The late 1800s marked a turning point in the management of America’s natural resources. Selected public lands were protected from uncontrolled development and reserved to benefit the nation as a whole. The establishment of the world’s first National Park at Yellowstone in 1872 exemplified this change.

The first allocation of public land specifically for protecting wilderness values was made in the Gila National Forest of New Mexico in 1924. Forty years later, the desire to protect the Nation’s wilderness resource was formalized with the passage of the Wilderness Act in 1964.

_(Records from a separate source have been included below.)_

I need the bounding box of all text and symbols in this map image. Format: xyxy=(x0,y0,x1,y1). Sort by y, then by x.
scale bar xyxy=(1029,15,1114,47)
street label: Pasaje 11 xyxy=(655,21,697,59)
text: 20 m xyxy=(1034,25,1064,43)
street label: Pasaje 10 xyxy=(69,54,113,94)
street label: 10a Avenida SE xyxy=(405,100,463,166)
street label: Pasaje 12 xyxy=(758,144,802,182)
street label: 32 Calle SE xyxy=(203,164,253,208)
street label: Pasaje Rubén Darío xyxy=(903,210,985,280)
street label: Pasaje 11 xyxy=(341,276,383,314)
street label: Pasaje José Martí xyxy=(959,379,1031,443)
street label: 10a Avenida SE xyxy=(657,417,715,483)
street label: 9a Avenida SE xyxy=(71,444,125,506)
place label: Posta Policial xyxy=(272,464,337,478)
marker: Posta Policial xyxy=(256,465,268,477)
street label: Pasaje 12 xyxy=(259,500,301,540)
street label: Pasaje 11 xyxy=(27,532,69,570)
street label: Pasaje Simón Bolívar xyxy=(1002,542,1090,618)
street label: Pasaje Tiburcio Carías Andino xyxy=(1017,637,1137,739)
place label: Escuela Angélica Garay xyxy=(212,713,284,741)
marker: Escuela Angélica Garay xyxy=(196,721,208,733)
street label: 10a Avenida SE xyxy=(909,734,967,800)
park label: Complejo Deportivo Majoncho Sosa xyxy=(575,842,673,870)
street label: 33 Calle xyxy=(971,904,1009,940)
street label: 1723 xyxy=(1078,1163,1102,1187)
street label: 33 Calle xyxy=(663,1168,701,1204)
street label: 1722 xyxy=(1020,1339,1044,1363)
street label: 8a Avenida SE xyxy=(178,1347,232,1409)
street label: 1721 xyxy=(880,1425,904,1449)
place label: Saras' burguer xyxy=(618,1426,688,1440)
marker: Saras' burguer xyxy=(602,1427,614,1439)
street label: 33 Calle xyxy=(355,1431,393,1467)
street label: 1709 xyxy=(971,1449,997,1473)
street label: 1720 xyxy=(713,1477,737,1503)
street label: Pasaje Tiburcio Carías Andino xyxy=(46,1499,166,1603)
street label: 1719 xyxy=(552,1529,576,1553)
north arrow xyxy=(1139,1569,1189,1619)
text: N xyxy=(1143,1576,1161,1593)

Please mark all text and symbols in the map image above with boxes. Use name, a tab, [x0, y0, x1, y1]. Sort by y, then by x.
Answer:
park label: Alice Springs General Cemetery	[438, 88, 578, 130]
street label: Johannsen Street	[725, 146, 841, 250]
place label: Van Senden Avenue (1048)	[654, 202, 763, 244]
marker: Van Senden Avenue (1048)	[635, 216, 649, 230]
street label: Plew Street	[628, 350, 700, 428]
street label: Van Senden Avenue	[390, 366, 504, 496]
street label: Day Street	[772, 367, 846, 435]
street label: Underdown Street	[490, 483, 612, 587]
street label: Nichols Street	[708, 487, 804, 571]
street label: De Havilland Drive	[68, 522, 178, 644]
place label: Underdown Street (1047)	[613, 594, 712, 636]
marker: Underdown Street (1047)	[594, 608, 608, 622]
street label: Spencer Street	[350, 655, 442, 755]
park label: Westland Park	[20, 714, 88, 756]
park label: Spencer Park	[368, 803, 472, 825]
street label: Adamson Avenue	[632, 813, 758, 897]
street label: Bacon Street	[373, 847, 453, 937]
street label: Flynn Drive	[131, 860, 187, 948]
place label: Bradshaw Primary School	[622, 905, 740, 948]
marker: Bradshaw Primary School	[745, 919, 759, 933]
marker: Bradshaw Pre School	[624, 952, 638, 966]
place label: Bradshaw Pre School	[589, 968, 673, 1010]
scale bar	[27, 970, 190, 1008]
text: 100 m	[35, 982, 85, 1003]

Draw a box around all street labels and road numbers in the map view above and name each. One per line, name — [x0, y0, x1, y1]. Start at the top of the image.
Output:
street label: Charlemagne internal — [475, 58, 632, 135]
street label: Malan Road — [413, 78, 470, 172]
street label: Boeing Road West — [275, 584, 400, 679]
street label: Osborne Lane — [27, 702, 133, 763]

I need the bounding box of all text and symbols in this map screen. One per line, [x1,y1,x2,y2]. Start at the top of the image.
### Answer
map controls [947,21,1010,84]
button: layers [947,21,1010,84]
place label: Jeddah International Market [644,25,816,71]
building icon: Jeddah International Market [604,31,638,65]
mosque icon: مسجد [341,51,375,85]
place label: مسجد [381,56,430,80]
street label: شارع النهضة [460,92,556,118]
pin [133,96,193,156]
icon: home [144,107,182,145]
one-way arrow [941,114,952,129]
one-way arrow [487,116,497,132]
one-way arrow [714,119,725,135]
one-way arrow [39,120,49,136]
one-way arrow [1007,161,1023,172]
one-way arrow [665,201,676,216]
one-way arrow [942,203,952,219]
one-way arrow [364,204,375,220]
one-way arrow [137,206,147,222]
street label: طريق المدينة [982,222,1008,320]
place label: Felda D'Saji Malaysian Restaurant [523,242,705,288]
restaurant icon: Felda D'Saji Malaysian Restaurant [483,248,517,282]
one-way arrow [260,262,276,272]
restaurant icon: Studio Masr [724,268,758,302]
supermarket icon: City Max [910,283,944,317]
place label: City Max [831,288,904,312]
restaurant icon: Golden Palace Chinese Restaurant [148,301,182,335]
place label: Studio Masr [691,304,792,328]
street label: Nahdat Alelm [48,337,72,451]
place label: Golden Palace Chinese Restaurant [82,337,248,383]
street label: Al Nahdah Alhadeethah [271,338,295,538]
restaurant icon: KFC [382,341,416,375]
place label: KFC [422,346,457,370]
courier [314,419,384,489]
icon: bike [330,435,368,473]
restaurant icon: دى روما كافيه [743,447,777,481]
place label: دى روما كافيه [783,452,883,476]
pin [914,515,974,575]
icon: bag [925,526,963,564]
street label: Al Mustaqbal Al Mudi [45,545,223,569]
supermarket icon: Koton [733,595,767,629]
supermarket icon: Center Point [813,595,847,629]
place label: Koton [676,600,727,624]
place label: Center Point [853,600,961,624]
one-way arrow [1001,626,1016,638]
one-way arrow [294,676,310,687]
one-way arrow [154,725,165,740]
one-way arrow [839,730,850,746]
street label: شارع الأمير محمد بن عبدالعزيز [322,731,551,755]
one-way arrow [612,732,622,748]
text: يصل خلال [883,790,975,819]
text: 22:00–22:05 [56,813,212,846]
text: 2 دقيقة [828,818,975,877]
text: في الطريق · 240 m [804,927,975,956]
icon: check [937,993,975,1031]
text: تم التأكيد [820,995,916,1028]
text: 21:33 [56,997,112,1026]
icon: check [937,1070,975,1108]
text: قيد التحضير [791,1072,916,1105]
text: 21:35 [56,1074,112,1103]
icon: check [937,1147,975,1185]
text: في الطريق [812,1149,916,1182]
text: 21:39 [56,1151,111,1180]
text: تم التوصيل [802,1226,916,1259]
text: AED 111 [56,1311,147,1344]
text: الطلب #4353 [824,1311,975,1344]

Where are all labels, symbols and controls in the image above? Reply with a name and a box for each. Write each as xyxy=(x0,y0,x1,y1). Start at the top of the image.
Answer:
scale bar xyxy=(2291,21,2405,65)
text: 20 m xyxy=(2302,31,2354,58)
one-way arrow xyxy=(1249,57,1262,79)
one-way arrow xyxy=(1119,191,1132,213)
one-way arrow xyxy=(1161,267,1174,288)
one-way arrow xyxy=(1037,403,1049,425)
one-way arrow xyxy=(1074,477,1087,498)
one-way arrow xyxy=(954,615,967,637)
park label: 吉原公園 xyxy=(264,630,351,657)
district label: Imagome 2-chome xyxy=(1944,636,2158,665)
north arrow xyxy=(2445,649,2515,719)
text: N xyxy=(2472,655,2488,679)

Objectives of Wilderness Management

Management objectives for the National Wilderness Preservation System are drawn from the Wilderness Act. These objectives tell the Forest Service how to care for the land. These objectives include:

  • To perpetuate for present and future generations a long-lasting system of high-quality wilderness that represents natural ecosystems.
  • To provide opportunities for public use and enjoyment of the wilderness resource.
  • To allow plants and animals indigenous to the area to develop through natural processes.
  • To maintain watershed and airsheds in a healthy condition.
  • To protect threatened or endangered plant and animal species.
  • To maintain the primitive character of wilderness as a benchmark for ecological studies.

Why Manage Wilderness?

When the Wilderness Act was passed, many assumed that simply designating an area as wilderness would assure its preservation. Today, however, steadily increasing use and other human influences are impacting wilderness qualities. Preserving these qualities can best be ensured through the careful management of the wilderness resource. Managing a wilderness includes:

  • Providing public education on wilderness values and methods to minimize user impacts.
  • Favoring wilderness-dependent activities in management decisions.
  • Generally not allowing permanent structures, such as campgrounds, buildings, or radio antennas.
  • Managing visitor use to protect soil, water, and biological resources, and to distribute visitors.
  • Prohibiting the use of motor vehicles, mechanical transport, and motorized equipment.
  • Excluding timber harvesting.
  • Allowing fires to burn under preplanned prescribed conditions. This includes both naturally occurring fires and those ignited by wilderness managers.